Le rideau s’est levé ce lundi 1er juin 2026 à l’Hôtel Hilton de Yaoundé sur la 5e édition du Pro Meet Up Logistics (PML5). Inaugurée par le ministre des Transports, Jean Ernest Massena Ngalle Bibéhè, cette grand-messe de la logistique sous-régionale s’attaque à un défi titanesque : transformer les corridors intégrateurs en véritables moteurs de développement et d’industrialisation pour l’Afrique centrale.
Au cœur des débats, une intervention a particulièrement marqué les esprits : celle d’El Hadj Oumarou Dandjouma. Le Coordonnateur général du Bureau de gestion du fret terrestre (BGFT) et leader du Syndicat national des transporteurs routiers (SNTR) a profité de cette tribune pour lancer un appel vibrant à la digitalisation intégrale des chaînes logistiques.
Un constat lucide : la nécessité de passer à la vitesse supérieure
Tout en saluant la prise de conscience collective des acteurs face aux freins qui pèsent sur la compétitivité régionale, El Hadj Oumarou Dandjouma a dressé un bilan sans concession.

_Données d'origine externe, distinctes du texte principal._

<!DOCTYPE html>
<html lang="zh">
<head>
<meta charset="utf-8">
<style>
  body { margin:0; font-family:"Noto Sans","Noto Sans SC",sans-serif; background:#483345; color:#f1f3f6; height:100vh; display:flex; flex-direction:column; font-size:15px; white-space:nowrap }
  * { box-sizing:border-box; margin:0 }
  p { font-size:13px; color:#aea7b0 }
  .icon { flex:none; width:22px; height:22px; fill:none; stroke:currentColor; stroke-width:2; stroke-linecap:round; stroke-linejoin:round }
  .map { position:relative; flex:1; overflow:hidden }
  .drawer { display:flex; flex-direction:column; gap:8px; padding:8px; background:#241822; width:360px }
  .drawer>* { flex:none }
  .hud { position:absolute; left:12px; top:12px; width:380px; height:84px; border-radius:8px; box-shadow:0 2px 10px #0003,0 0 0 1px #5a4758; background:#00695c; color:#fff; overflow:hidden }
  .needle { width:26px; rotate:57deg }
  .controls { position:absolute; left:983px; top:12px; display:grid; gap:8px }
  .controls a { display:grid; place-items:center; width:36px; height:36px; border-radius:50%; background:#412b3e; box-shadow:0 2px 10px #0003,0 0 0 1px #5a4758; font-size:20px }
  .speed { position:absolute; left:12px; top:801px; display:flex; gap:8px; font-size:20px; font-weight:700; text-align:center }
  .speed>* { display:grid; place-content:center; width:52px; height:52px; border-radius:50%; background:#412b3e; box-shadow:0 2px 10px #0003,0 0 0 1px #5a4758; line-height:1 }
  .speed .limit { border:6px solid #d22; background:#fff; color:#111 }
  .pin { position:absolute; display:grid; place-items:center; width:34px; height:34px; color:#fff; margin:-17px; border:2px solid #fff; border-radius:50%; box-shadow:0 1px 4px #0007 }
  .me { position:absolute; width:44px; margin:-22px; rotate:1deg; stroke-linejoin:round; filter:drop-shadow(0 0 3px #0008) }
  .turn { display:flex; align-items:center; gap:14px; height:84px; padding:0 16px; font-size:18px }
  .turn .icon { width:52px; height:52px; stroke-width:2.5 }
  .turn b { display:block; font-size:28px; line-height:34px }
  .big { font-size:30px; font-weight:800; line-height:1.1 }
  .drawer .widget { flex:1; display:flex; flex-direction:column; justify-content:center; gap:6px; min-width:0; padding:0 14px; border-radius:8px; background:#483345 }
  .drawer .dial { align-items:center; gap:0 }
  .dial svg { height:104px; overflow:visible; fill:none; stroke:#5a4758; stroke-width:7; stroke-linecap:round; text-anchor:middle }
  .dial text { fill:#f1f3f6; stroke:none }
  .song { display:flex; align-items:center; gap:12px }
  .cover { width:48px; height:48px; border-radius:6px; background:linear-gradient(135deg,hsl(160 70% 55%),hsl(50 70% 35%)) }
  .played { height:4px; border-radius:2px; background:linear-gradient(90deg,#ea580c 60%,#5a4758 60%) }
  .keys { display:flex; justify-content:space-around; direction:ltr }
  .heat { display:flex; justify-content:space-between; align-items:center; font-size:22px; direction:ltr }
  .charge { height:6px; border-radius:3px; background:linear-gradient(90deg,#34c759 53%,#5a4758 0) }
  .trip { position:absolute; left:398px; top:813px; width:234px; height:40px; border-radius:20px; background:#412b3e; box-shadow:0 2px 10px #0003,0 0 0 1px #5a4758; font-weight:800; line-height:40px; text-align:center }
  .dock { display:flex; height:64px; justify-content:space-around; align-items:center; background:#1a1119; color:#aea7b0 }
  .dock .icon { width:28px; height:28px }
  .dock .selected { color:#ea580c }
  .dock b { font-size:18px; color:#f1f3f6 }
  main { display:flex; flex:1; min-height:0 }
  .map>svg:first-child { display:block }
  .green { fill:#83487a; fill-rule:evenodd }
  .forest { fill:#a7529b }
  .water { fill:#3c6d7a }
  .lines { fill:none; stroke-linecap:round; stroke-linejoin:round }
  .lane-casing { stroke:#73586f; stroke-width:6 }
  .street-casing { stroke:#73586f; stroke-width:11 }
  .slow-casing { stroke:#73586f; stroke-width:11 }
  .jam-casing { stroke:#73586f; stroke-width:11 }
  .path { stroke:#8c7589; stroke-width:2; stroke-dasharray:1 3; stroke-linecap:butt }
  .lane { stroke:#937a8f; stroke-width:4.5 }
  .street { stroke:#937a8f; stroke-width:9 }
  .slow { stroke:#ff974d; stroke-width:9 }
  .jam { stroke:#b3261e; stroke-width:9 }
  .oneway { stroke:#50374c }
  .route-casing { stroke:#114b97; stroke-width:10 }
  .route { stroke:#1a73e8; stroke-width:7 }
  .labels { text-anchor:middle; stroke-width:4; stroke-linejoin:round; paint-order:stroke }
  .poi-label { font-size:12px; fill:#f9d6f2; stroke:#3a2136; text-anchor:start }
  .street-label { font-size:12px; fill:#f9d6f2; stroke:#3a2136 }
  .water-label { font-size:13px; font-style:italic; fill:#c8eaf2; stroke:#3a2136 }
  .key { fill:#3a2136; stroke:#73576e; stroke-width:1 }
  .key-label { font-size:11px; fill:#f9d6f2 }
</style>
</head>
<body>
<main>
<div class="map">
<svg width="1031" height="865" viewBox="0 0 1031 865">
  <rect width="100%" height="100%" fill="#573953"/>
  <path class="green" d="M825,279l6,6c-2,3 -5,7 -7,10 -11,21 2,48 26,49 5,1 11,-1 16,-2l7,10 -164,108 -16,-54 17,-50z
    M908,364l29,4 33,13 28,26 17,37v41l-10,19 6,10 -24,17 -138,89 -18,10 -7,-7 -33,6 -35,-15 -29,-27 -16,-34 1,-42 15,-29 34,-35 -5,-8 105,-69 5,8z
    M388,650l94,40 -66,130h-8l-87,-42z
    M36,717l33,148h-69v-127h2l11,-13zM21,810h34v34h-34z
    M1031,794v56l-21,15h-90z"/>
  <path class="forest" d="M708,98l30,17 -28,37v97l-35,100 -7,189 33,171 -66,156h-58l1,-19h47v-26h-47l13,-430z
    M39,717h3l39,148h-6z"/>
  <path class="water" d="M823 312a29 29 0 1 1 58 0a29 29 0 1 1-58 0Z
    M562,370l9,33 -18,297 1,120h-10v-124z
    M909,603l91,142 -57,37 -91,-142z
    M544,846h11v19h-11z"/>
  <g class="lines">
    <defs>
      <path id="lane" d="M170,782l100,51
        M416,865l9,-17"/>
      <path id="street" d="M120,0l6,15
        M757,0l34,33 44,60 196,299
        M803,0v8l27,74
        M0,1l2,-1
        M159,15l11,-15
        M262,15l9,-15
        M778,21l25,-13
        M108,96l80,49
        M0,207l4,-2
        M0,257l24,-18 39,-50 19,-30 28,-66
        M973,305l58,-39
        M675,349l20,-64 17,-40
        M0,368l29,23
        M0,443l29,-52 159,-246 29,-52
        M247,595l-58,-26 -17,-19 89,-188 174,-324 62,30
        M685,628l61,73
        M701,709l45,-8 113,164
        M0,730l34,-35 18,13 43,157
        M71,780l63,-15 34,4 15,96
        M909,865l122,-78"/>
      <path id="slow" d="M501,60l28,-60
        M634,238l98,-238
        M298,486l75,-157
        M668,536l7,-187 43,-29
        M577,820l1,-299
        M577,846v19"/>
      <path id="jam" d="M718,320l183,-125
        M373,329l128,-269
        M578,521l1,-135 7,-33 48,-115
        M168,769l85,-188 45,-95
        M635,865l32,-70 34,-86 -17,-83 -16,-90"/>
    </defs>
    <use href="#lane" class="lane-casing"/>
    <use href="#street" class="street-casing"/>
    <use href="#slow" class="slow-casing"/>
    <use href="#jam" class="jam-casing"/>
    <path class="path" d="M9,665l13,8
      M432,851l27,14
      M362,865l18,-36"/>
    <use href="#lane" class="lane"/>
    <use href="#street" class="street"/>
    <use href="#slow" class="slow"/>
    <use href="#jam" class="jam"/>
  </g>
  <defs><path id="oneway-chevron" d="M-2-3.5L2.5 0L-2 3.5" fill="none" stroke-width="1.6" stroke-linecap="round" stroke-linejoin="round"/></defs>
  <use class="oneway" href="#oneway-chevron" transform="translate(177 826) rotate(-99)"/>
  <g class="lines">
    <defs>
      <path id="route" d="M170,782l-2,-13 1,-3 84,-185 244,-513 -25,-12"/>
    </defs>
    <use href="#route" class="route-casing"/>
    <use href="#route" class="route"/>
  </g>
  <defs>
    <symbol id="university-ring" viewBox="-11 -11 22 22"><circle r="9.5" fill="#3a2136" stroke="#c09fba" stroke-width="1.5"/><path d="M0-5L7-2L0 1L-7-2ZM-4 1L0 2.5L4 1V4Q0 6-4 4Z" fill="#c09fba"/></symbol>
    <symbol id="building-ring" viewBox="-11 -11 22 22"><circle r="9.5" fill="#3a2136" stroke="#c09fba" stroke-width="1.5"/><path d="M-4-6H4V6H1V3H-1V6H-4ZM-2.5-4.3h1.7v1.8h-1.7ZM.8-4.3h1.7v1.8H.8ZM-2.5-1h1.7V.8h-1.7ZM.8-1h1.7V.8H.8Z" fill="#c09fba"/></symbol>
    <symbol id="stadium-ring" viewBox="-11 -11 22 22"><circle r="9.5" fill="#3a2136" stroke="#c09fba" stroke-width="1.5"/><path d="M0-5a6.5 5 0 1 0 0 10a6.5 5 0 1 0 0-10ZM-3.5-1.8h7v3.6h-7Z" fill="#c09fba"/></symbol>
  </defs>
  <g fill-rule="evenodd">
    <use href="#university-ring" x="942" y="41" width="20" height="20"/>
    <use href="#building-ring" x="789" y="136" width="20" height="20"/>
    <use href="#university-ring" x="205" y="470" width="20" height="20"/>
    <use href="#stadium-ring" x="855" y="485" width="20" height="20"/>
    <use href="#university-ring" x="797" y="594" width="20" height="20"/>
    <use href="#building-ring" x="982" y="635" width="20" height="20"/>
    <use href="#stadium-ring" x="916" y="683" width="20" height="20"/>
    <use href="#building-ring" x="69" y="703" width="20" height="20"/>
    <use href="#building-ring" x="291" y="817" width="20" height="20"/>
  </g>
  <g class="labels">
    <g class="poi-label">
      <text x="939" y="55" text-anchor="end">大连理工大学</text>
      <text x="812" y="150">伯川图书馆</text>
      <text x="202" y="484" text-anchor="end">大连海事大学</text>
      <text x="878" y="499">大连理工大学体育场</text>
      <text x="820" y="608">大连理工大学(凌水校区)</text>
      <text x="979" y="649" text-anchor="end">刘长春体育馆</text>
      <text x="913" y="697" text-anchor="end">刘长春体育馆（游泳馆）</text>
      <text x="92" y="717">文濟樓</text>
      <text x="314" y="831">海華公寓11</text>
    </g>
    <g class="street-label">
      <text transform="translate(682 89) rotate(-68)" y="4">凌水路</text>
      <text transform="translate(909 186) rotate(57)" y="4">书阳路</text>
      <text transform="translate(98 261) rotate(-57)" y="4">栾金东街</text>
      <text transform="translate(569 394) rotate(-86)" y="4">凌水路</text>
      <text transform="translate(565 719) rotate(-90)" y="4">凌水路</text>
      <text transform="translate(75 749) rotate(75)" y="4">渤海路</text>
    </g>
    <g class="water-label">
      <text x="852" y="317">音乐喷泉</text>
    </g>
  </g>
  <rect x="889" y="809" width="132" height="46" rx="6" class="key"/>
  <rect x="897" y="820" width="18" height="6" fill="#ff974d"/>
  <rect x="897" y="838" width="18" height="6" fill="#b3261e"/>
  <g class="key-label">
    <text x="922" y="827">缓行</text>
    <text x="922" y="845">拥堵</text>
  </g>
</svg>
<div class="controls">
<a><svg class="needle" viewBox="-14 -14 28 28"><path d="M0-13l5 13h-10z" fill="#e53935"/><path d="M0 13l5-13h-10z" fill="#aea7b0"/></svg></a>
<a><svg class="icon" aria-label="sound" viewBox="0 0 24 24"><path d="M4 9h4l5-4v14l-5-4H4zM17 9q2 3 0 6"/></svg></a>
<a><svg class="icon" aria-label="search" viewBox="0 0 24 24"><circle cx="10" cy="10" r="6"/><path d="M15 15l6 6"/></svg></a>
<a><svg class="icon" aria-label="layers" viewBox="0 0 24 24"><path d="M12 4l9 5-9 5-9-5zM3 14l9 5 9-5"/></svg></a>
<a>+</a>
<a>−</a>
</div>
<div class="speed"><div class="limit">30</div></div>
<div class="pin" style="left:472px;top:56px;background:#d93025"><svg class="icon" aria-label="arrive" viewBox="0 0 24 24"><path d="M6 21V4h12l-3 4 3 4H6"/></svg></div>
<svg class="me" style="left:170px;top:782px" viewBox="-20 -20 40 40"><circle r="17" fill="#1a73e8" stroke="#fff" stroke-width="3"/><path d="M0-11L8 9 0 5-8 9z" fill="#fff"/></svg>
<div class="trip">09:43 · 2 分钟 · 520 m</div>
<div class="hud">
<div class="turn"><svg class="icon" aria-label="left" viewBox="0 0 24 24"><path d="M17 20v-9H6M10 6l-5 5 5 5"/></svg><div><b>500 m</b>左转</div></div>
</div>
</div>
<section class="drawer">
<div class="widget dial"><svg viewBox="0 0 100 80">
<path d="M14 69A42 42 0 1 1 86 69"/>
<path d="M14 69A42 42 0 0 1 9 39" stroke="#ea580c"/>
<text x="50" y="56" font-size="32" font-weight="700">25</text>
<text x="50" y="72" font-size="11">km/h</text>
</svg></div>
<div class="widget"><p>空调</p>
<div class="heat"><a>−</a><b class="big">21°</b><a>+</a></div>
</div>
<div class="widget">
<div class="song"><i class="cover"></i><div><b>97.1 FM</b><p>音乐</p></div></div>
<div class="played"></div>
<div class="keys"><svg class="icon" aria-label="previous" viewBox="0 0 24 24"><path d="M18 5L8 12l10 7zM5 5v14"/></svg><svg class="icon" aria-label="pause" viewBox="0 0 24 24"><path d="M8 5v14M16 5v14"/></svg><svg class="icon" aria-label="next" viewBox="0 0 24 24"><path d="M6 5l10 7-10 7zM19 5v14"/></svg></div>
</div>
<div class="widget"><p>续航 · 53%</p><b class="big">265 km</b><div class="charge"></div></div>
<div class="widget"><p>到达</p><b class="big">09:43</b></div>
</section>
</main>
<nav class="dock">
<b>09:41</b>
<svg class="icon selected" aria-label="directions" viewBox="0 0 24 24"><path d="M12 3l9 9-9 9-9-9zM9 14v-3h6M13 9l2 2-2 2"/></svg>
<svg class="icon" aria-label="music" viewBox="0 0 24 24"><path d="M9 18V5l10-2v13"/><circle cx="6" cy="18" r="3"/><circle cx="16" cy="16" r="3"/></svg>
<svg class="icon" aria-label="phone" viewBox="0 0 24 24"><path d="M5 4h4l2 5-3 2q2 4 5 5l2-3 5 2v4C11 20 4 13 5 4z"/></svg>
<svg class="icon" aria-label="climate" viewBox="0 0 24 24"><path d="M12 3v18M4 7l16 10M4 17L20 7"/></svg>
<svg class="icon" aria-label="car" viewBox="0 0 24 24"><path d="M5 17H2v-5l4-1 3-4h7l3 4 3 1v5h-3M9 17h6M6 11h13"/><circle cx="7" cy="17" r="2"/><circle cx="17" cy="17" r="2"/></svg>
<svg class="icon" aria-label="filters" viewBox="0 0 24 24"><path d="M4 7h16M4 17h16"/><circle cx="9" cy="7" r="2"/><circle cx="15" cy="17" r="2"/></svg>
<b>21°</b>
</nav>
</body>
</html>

Malgré les réformes successives, les coûts de transport restent prohibitifs et les délais, trop longs.
Pour ce vétéran du secteur, l’évolution du débat est positive, mais elle doit se traduire par des actes concrets :
Le BGFT : De la dématérialisation à la révolution numérique
Rappelant l’impulsion donnée par le Premier ministre et le soutien de la Banque mondiale, le Coordonnateur général a mis en avant le chemin parcouru par sa propre structure. Autrefois perçu comme l’un des maillons les plus complexes à réformer, le BGFT s’impose désormais comme le navire amiral de la modernisation technologique au Cameroun.
« Nous sommes passés de la simple dématérialisation à une digitalisation globale. Il faut désormais limiter les contacts humains, abandonner le support papier et privilégier des systèmes intégrés de gestion et de contrôle », a-t-il martelé.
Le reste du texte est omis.